Copy every line in the listing that contains "absolute".
_ _ _ _
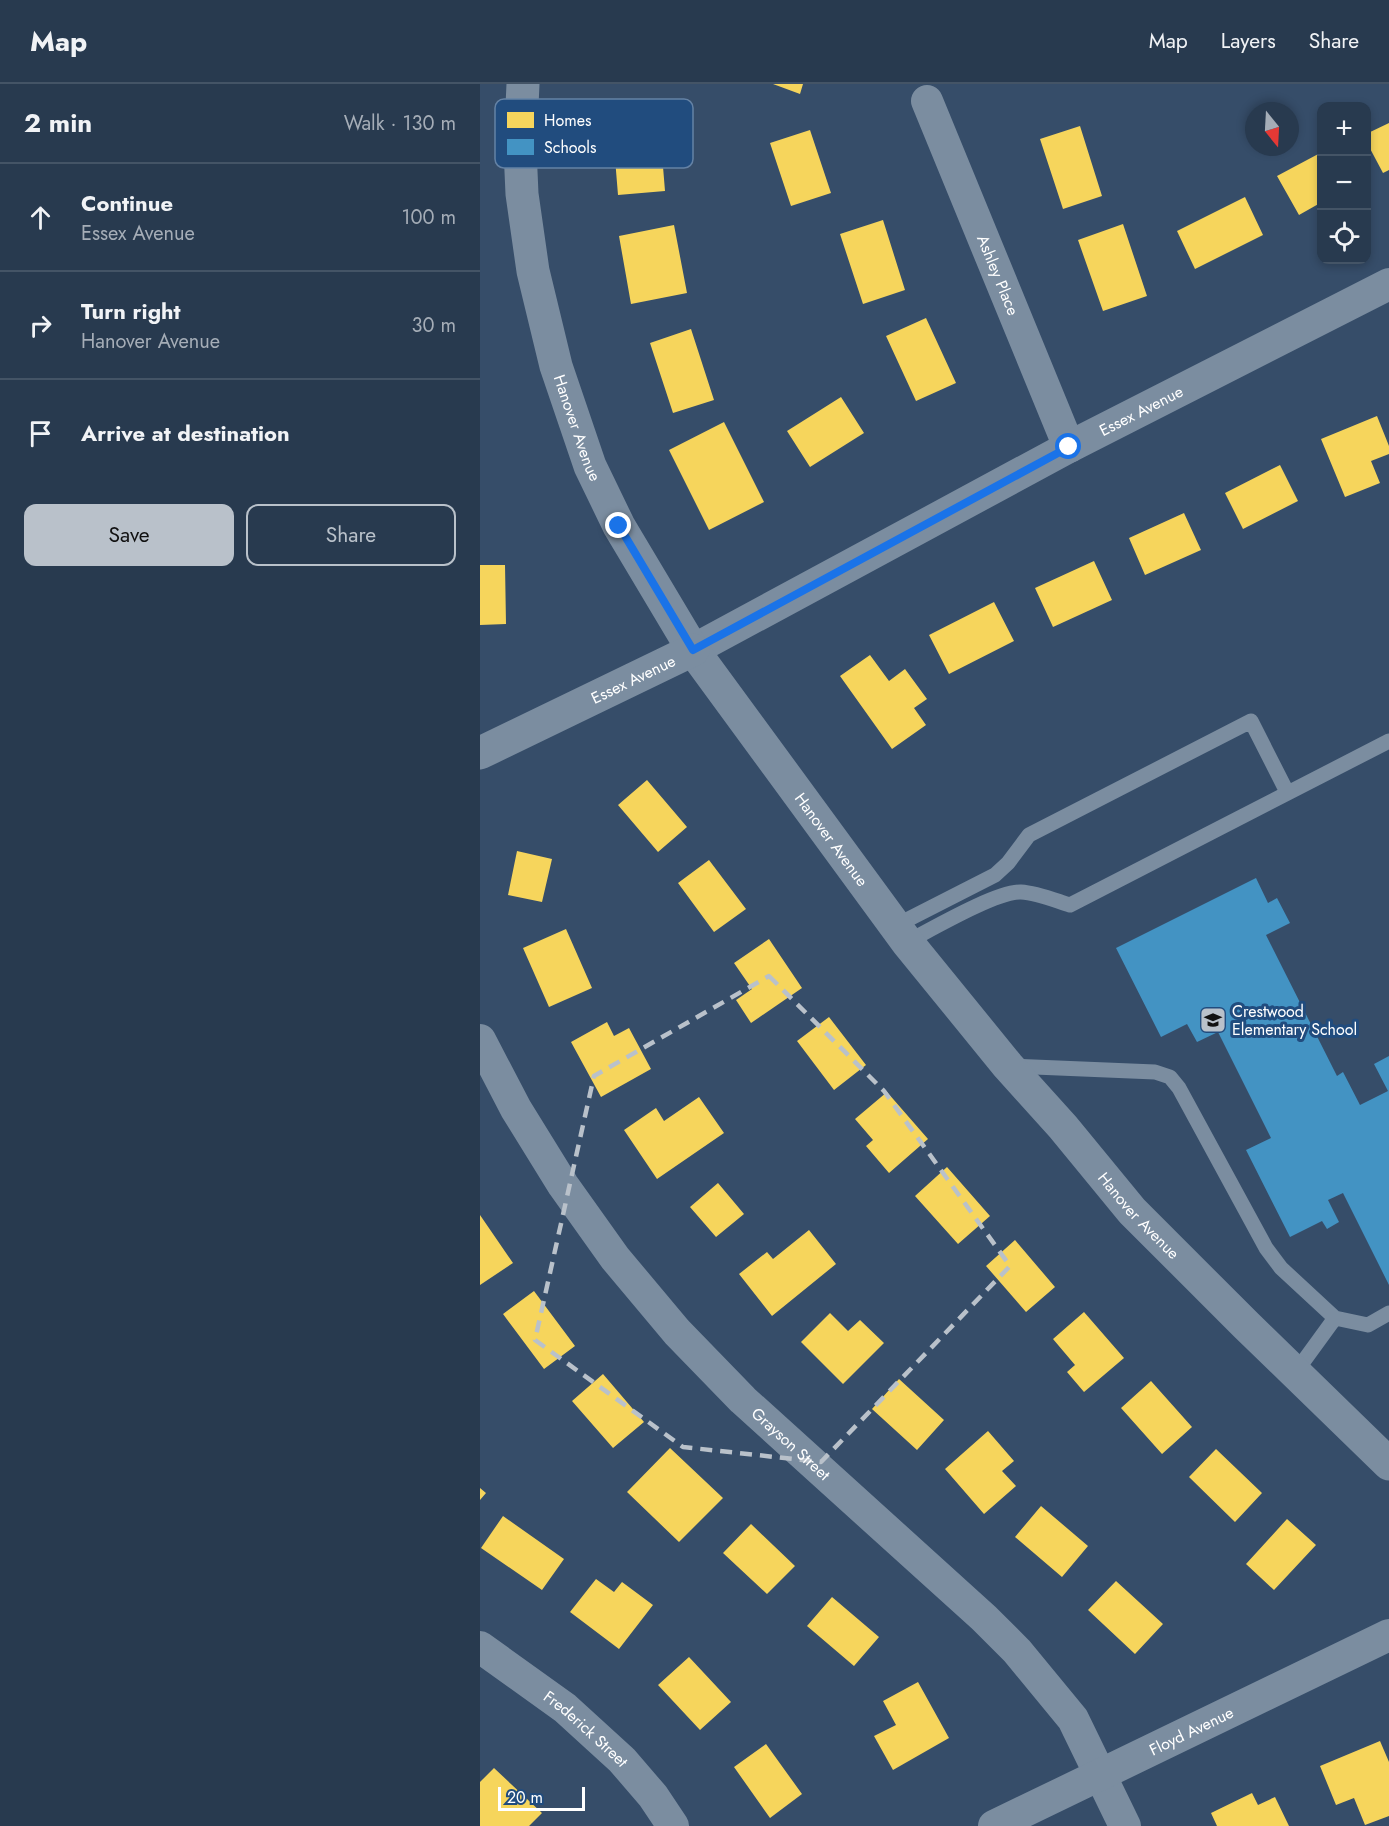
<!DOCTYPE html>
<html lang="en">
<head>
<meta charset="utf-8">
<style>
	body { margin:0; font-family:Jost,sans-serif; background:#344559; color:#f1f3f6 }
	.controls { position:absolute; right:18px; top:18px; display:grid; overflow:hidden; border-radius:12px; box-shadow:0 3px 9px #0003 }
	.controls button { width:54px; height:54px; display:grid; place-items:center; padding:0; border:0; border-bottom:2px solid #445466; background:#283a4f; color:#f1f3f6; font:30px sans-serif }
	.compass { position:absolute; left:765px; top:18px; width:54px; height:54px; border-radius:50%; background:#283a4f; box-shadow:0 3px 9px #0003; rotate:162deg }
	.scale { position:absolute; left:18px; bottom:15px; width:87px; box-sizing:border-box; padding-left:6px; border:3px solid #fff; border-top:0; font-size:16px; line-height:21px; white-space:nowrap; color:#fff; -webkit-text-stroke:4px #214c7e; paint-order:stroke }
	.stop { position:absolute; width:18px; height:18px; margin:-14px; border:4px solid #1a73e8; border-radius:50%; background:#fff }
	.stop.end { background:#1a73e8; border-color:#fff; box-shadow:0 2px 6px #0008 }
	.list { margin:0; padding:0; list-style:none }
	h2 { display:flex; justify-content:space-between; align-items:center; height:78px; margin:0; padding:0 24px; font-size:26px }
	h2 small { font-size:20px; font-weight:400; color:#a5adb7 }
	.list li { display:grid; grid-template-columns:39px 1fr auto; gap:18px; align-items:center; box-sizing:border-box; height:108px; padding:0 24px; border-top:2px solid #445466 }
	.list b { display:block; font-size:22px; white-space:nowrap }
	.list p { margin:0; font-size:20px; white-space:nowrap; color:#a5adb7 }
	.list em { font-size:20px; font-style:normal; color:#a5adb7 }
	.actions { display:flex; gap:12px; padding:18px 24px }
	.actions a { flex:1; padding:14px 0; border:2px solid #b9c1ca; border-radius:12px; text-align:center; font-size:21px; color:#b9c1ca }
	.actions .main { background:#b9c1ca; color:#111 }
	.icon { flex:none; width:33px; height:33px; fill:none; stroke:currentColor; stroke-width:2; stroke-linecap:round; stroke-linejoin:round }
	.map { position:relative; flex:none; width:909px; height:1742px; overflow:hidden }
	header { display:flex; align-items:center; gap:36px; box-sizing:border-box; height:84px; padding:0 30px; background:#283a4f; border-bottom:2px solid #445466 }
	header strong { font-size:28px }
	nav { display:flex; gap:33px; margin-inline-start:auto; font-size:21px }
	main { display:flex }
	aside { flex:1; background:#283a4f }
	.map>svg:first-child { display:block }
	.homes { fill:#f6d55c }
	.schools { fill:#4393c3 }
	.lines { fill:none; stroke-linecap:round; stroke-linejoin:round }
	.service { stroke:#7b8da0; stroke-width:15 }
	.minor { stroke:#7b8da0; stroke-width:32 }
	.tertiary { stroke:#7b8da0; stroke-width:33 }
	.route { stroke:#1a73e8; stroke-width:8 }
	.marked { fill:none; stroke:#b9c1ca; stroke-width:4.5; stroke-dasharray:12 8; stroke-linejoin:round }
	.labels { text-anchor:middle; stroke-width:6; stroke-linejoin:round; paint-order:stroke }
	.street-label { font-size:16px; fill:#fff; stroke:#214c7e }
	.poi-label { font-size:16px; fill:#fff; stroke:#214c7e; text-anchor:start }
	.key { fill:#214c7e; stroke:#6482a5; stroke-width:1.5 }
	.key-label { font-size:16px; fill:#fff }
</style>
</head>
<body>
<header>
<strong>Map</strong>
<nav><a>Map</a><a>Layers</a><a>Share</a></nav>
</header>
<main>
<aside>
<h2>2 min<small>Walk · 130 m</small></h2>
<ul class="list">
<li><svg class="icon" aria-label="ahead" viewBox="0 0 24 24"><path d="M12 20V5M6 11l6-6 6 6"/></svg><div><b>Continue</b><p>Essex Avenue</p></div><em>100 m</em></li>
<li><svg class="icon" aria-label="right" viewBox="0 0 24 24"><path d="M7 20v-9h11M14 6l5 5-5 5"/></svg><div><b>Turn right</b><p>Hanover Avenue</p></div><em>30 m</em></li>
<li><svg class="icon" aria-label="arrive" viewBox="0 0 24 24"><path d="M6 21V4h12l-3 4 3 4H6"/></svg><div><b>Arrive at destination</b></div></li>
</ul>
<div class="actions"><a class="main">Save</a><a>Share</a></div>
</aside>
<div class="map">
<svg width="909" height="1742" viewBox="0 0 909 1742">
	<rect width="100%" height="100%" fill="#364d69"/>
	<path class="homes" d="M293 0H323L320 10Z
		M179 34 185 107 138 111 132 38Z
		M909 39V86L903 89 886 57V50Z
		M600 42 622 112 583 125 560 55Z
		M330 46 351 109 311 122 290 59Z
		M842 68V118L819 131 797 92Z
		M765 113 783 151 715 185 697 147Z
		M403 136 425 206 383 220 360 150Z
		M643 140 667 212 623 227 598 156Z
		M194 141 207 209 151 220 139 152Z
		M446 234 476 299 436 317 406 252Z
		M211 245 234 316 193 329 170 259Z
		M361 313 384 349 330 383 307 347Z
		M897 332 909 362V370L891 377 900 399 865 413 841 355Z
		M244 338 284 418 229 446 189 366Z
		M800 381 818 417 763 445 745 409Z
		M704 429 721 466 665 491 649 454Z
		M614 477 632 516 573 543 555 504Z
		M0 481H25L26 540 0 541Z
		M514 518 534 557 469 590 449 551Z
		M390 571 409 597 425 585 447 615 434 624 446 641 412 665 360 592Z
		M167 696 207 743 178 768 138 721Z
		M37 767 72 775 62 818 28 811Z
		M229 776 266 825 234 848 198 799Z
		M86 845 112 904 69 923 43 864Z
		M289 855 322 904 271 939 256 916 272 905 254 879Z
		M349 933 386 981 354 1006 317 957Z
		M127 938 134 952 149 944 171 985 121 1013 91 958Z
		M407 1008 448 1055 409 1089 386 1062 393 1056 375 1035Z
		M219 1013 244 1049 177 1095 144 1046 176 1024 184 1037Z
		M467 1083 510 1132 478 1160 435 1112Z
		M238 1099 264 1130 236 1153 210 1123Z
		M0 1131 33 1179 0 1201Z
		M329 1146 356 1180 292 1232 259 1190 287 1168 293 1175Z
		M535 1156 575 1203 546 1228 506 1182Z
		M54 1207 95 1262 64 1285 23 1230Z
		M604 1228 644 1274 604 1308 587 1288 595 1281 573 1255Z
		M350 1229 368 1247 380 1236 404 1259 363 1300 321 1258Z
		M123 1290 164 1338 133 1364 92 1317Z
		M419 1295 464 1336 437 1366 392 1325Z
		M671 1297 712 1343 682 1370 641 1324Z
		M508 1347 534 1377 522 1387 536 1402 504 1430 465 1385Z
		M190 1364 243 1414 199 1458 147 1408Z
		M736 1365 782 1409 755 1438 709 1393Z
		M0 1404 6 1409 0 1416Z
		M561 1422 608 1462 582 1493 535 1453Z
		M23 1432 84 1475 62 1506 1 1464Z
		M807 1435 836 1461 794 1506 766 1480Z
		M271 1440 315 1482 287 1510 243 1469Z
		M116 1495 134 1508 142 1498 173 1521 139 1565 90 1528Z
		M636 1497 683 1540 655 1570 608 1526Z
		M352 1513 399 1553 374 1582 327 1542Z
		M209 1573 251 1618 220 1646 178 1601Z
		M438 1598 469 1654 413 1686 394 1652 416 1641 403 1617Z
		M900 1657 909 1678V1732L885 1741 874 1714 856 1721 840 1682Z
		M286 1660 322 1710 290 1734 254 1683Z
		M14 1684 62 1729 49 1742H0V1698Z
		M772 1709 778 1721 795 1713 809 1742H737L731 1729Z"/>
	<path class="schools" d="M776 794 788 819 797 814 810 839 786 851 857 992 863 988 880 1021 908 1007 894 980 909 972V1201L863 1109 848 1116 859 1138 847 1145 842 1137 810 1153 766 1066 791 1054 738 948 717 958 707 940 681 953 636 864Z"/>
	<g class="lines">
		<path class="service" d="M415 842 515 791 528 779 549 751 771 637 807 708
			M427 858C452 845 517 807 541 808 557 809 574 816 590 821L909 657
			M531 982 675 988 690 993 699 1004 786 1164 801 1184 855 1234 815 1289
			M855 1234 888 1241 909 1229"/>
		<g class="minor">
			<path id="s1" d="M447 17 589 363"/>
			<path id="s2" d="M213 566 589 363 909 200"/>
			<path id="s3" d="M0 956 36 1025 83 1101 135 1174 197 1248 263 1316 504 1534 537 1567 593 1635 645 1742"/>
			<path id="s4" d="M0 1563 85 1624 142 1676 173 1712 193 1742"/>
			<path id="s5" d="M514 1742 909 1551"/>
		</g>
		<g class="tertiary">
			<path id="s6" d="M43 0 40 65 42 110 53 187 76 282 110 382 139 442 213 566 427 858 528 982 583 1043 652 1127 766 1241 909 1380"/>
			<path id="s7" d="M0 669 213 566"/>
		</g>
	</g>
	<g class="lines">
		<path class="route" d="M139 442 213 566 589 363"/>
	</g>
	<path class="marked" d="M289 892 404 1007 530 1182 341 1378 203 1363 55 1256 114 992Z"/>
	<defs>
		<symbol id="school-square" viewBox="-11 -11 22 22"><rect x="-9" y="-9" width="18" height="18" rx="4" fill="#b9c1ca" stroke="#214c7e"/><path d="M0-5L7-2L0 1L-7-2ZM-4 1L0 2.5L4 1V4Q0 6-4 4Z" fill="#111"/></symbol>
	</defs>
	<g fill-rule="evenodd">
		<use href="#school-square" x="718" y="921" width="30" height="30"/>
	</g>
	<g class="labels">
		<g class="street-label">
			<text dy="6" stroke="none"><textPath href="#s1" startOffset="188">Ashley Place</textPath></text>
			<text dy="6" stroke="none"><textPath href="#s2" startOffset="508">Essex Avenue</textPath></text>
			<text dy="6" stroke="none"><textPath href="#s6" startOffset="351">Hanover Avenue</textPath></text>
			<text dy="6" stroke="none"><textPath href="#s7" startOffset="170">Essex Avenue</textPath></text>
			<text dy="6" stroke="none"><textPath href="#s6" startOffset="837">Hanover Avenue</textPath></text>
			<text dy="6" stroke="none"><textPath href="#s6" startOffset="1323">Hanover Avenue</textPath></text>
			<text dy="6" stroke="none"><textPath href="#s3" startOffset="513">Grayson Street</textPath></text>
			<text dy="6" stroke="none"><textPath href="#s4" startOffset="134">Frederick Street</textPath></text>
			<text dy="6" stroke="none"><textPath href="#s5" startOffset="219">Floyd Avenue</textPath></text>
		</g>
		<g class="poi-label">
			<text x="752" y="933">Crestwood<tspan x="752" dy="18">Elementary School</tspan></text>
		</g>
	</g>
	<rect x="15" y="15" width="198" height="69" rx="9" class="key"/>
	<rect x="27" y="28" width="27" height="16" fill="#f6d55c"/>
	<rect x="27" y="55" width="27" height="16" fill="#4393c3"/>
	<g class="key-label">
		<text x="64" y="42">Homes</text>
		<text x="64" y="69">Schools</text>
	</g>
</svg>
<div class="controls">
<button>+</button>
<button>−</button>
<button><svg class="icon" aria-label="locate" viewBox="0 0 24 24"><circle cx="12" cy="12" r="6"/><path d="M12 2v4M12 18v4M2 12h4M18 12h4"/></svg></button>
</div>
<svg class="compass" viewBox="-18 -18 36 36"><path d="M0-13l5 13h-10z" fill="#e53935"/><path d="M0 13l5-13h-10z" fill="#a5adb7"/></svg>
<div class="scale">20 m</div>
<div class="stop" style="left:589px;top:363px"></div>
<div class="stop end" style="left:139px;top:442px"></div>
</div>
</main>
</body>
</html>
_ _ _ _
▸ RESULT OF THE EXERCISE
	.controls { position:absolute; right:18px; top:18px; display:grid; overflow:hidden; border-radius:12px; box-shadow:0 3px 9px #0003 }
	.compass { position:absolute; left:765px; top:18px; width:54px; height:54px; border-radius:50%; background:#283a4f; box-shadow:0 3px 9px #0003; rotate:162deg }
	.scale { position:absolute; left:18px; bottom:15px; width:87px; box-sizing:border-box; padding-left:6px; border:3px solid #fff; border-top:0; font-size:16px; line-height:21px; white-space:nowrap; color:#fff; -webkit-text-stroke:4px #214c7e; paint-order:stroke }
	.stop { position:absolute; width:18px; height:18px; margin:-14px; border:4px solid #1a73e8; border-radius:50%; background:#fff }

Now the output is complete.